Essentially this will host a large SMB share (on the bulk pool), and host 2-3x Windows VMs on the fast pool. The SMB share will not get a ton of activity, only a hand full of users working with it, maybe copying in/out less than 10GB/day total. One of the VMs will access the SMB and run pdf search indexing on the relevant files in the SMB share. I will also be running Syncthing and a Unifi Controller as plugins/jails on the fast pool. Syncthing will have access to the large SMB share for syncing off site. The focus is this build is maintaining responsiveness for the Windows machines accessing/reading/writing the SMB share, server will have 4x 1Gbps connections LAG'd into a Unifi switch with plenty of switching capacity to make use of it, and I expect it will rarely have more than 4x+ users reading/writing data to the SMB concurrently. We built this server with the expectation that we will eventually upgrade the network to give this server a faster connection, but that upgrade isn't happening immediately.

I have basically all of this setup and working already, but after extensive testing and reading a ton of documentation I still have a few questions:

1. Should I enable write caching on the 16TB drives in the system BIOS? It defaulted to off when I first installed them, and I have read conflicting reports about the use of write caching with TrueNAS.

2a. I am a little confused about RAM use reporting in TrueNAS. the dashboard tile says I have ~10GB free, but when I go to the VMs screen the text at the top on that view says I only have 0.10 bytes free, and it won't let me boot a VM that is already configured, what's up with that?
2b. One or two of the VMs won't need to be launched at boot, but I need to be able to launch them on demand periodically. I know the ZFS paradigm of free RAM being wasted RAM, but I'm willing to waste ~12GB RAM for this. I am aware of the tuneable to limit the ARC size, would that be the best way to solve this dilemma, and recommendations on size given the system specs (looking at 4GB per VM)? Does this system need more RAM in general?
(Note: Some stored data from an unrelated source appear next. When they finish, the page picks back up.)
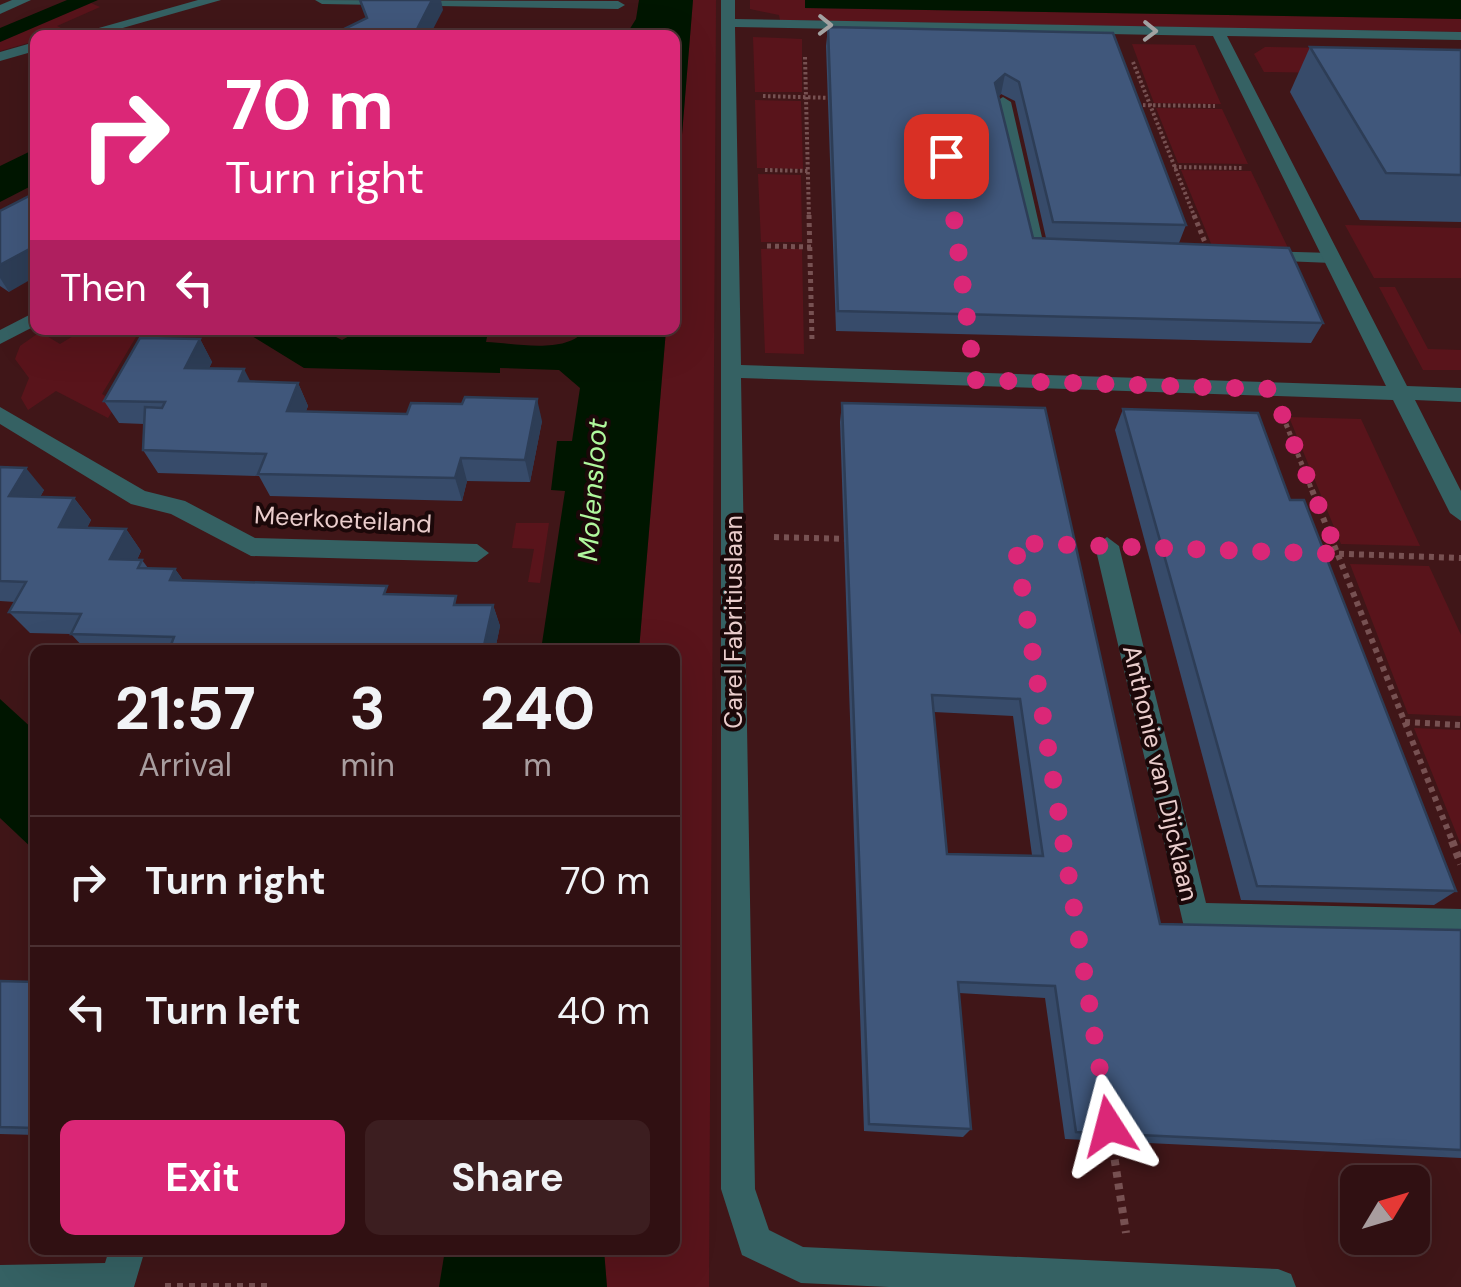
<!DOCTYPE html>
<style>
:root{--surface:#301012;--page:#3c1e20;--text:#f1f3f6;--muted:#a89d9f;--line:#4b3032;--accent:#db2777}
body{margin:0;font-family:"DM Sans",sans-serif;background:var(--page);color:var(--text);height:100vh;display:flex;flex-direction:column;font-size:38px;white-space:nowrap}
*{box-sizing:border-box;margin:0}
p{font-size:32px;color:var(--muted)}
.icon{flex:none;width:55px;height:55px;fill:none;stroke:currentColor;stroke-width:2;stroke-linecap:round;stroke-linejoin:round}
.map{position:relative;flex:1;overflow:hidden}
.details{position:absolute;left:30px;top:645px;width:650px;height:610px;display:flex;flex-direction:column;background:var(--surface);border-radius:15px;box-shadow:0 10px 40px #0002,0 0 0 2px var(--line)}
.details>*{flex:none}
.hud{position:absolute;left:30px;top:30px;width:650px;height:305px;border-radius:15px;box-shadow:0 10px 40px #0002,0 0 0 2px var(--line);background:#db2777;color:#fff;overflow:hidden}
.needle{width:65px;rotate:52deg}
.tools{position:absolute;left:1340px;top:1165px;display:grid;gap:20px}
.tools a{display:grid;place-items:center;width:90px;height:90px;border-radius:15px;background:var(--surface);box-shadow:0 10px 40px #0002,0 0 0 2px var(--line);font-size:50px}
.pin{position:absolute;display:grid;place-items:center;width:85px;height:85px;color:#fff;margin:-42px;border-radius:20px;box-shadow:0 5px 15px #0006}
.me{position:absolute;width:110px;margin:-55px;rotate:351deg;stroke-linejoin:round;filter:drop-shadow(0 0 8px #0008)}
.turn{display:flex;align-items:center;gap:35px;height:210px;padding:0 30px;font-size:45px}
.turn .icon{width:130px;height:130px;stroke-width:2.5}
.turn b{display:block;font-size:70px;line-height:85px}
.then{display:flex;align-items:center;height:95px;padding:0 30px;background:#0003;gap:20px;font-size:38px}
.eta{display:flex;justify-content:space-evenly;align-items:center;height:170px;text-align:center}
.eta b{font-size:60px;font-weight:700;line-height:70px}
.primary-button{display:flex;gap:20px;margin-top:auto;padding:20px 30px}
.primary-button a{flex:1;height:115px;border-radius:15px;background:var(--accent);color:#fff;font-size:40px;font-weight:700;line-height:115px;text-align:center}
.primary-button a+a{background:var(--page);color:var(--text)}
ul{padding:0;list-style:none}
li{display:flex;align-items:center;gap:30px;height:130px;padding:0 30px;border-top:2px solid var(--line)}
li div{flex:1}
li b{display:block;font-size:38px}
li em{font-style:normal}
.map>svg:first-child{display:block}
.green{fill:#59141b}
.water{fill:#001600}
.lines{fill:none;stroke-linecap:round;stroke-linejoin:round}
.path-far3{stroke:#775152;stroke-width:4;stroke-dasharray:2.5 2.5;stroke-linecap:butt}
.path-far2{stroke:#775152;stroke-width:5;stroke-dasharray:4 4;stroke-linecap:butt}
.path-far1{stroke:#775152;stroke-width:6;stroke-dasharray:5 5;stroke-linecap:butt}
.path{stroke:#775152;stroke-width:8;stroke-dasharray:6 6;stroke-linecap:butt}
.service{fill:#356163;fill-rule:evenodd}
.minor{fill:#356163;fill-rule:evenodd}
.wall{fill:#374b6a;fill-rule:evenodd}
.shaded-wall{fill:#2d3d56}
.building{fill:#40577b;stroke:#2d3d56;stroke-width:2.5;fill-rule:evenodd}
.oneway{stroke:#a2a2a2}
.route{stroke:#db2777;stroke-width:18;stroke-dasharray:0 32.4}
.labels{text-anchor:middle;stroke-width:8;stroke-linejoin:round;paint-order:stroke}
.street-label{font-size:25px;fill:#eacdcc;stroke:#1b0809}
.water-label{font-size:28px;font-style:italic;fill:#b0f89d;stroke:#1b0809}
</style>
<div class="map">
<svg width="1461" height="1287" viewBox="0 0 1461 1287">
<rect width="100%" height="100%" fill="#401618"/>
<g class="green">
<polygon points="693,0 716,0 709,1287 607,1287 604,1250 675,1250 675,650 639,650 666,330 675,330 675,220"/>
<polygon points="750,0 805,0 805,8 1461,19 1461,32 780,20 779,15 750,9"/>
<polygon points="91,3 100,7 57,26 71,33 35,35 35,41 0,51 0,42"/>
<polygon points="753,37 802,39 802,92 755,92"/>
<polygon points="1132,44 1195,45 1221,104 1154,103"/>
<polygon points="1265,47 1438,50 1458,75 1264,72 1254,54"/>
<polygon points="755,100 801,101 803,169 757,168"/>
<polygon points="1156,108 1222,109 1248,164 1178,163"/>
<polygon points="1181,170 1251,171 1288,248 1212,246"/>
<polygon points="758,174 801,175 802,242 761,242"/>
<polygon points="1345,225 1461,228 1461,278 1374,278"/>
<polygon points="761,249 802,249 804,354 765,353"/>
<polygon points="1379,287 1395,287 1428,349 1461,350 1461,370 1423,370"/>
<polygon points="83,330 147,330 136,337 102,394 117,403 108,418 56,391 28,410 21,398 29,378 15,359 20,346 40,332 60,344"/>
<polygon points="1289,417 1361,419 1420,546 1341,544"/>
<polygon points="516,523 549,523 540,583 528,582 534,549 512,548"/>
<polygon points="1350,564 1429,566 1461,635 1461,716 1408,714"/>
<polygon points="1414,728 1461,730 1461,845"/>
</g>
<g class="water">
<polygon points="67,0 98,0 0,42 0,28"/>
<polygon points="639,0 693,0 675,220 675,35 626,35 636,19"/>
<polygon points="805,0 1461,0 1461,19 805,8"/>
<polygon points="35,149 35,184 0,202 0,166"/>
<path d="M242 330H322L342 340 351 335 487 337 486 342C514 343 566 355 585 330H666L639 650H541L565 491 551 490 557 441H572L580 388 559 370 500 368V373L304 368Z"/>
<polygon points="0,699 35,731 35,851 0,818"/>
<polygon points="445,1250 604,1250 607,1287 439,1287"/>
</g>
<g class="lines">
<g class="path-far3">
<polyline points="805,57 809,218"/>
<polyline points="1133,62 1195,218"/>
<polyline points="763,96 835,98"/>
<polyline points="1133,105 1215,106"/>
<polyline points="1174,167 1243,168"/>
<polyline points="765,170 809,171"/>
</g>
<g class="path-far2">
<polyline points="809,215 812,340"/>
<polyline points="1194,215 1208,250"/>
<polyline points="767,246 811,247"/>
<polyline points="1286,424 1313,493"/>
</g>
<g class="path-far1">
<polyline points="1312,490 1453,843"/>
<polyline points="774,537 852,539"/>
<polyline points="1319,553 1461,558"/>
<polyline points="1405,722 1461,725"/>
</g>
<g class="path">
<polyline points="1452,841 1461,864"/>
<polyline points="1111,1136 1126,1233"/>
<polyline points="165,1287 272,1287"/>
</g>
<g class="service">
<polygon points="1003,97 1011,102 1044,246 1054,247 1054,255 1036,256 1027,251 995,102"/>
<polygon points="1263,251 1332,253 1341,258 1332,263 1257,260 1257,252"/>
<polygon points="1107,537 1119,546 1206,903 1461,909 1461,939 1195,931 1184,927 1095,546"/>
</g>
<g class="minor">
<polygon points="12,0 31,0 0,14 0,5"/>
<polygon points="198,0 221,0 98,35 74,35"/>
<polygon points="315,0 618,1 625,5 618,9 322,4"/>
<path d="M721 0H735V19L1461 32V40L1227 36 1407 386 1461 388V402L1415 400 1461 491V521L1450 513 1393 400 741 378 755 1189 769 1230 803 1247 1278 1269 1291 1274 1296 1287H889L801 1283 742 1255 721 1189ZM735 27 1213 36 1386 386 741 365Z"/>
<polygon points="35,42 35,51 0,61 0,52"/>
<polygon points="35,312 35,326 0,344 0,330"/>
<polygon points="0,407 145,491 185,501 255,538 477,544 489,553 477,562 251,556 171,514 131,504 0,424"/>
<polygon points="109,1250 145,1250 134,1287 0,1287 0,1265 105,1263"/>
</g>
</g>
<g class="wall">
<path d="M828 27 1113 33 1186 225 1179 243 1323 323 1311 343 836 331 826 46ZM1001 94 1015 101 1046 238H1033L999 96Z"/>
<polygon points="1310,47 1461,50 1461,222 1360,220 1290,92"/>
<polygon points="0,211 9,292 0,286"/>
<polygon points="200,339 212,362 209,368 250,382 298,383 308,406 306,411 542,421 530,482 467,481 462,501 270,496 259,476 158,473 143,450 144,424 119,423 104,401"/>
<path d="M842 403 1160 924 1461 930V1158L1065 1139 1045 998 959 993 971 1129 963 1137 864 1131 840 422ZM934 712 1013 716 1032 855 947 854Z"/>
<polygon points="1123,409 1290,500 1456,891 1434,905 1241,900 1115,430"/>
<polygon points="0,467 44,490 40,497 74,498 91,520 87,528 126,529 141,551 137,560 142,560 148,568 175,569 183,580 391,594 459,605 493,605 500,626 495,650 86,650 71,634 30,633 9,612 15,602 0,601"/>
<polygon points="0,981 35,982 35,1135 0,1134"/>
</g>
<g class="shaded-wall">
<polygon points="432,0 441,0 443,10 430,35 414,35"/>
<polygon points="1005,74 1001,94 991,103 995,83"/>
<polygon points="35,246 35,277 9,292 0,278 0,265"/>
<polygon points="200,339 212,362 198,391 185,368"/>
<polygon points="244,369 256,392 239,381"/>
<polygon points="298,383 308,406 297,433 287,411"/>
<polygon points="537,399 542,421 530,482 525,460"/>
<polygon points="461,458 467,481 462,501 455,478"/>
<polygon points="26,468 44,490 28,518 9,496"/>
<polygon points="74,498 91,520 76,548 59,527"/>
<polygon points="126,529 141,551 127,581 110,559"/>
<polygon points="175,569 190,590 170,580"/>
<polygon points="493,605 500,626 495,650 483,650"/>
</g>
<g class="building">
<polygon points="360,0 432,0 414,35 336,35 338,32 367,18"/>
<polygon points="828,27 1113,33 1186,225 1053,222 1019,82 1005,74 995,83 1033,238 1289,248 1323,323 838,311"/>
<polygon points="1310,47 1461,50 1461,175 1386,173"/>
<polygon points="35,193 35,246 0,265 0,211"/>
<polygon points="140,338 200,339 185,368 244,369 239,381 298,383 287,411 407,414 411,403 462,404 465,397 537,399 525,460 461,458 455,478 258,474 266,454 143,450 145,407 162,408 165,402 104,401"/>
<path d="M842 403 1045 408 1160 924 1461 930V1150L1076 1132 1055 986 958 982 971 1129 869 1124ZM932 695 1020 699 1043 856 947 854Z"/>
<polygon points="1123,409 1258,413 1290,500 1304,500 1456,891 1257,886"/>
<polygon points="0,467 26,468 9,496 74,498 59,527 126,529 110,559 142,560 138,568 175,569 170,580 387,586 384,594 456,596 454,605 493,605 483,650 169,650 174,637 71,634 81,614 9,612 26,582 0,581"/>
<polygon points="0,981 35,982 35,1128 0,1127"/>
</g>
<defs><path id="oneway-chevron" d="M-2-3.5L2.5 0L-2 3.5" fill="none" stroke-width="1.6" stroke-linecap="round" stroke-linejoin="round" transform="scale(2.5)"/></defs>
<g class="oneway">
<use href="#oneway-chevron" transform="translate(825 25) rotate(1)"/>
<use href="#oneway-chevron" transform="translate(1150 31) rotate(1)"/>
</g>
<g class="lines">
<polyline class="route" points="946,156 975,380 1272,389 1338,554 1015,543 1109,1126"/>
</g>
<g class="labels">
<g class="street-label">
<text transform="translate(343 519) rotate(3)" y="9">Meerkoeteiland</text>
<text transform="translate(733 622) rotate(-90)" y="9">Carel Fabritiuslaan</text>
<text transform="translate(1161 773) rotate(77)" y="9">Anthonie van Dijcklaan</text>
</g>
<g class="water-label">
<text transform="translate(592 490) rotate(-86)" y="10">Molensloot</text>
</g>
</g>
</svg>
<div class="tools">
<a><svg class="needle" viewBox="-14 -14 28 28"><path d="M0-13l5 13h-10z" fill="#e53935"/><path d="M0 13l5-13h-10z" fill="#a89d9f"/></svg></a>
</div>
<div class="pin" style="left:946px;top:156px;background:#d93025"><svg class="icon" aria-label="arrive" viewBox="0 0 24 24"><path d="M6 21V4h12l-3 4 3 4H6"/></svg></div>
<svg class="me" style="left:1109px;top:1126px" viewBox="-20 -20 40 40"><path d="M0-17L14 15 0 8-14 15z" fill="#db2777" stroke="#fff" stroke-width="4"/></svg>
<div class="hud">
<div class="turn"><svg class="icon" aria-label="right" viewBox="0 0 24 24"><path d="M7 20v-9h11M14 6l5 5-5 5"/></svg><div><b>70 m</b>Turn right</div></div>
<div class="then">Then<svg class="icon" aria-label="left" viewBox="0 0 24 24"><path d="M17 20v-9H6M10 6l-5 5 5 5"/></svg></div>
</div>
<section class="details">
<div class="eta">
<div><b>21:57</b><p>Arrival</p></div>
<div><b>3</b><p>min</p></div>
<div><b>240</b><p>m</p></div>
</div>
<ul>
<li><svg class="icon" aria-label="right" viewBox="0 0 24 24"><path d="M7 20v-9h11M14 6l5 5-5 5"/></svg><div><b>Turn right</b></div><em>70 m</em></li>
<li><svg class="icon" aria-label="left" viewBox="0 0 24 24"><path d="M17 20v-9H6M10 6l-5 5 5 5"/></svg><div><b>Turn left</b></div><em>40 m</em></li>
</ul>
<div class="primary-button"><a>Exit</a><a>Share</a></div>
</section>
</div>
3. I have one additional 256GB NVMe SSD that I'm not presently using for anything. Any suggestions? The two 256GB SSDs were actually acquired due to a purchasing mistake, but the expense was small enough that they don't need to be returned if a use for them can be found.

Thanks for any responses to my questions, and any input toward a general sanity check on this build!
 
Last edited:

HoneyBadger

actually does care
Administrator
Moderator
iXsystems
Joined
Feb 6, 2014
Messages
5,112
1. Yes, write cache on drives is safe to enable, and ZFS may have done it by itself upon the drives being imported into a pool. ZFS controls write barriers and explicitly sends flush commands to drives, so it can handle the drive level write cache.

2a. I'll have to defer to someone else, as I've never used bhyve virtualization under TrueNAS, always preferred external hypervisors.

2b. Limiting ARC max is the most convenient way to do it. Yes, you could try to remember to tune for the reduced RAM at power-on time of the VMs, but if you're willing to sacrifice the 12GB all the time to guarantee that RAM is free for VM use "on-demand" then the way you've set it up is good. Re: extra RAM, not necessarily needed but it won't hurt things.

3. Could use it as a second cache drive for your SMB bulk pool. L2ARC headers are cheap to store now so 512G is entirely reasonable for a 64G RAM machine.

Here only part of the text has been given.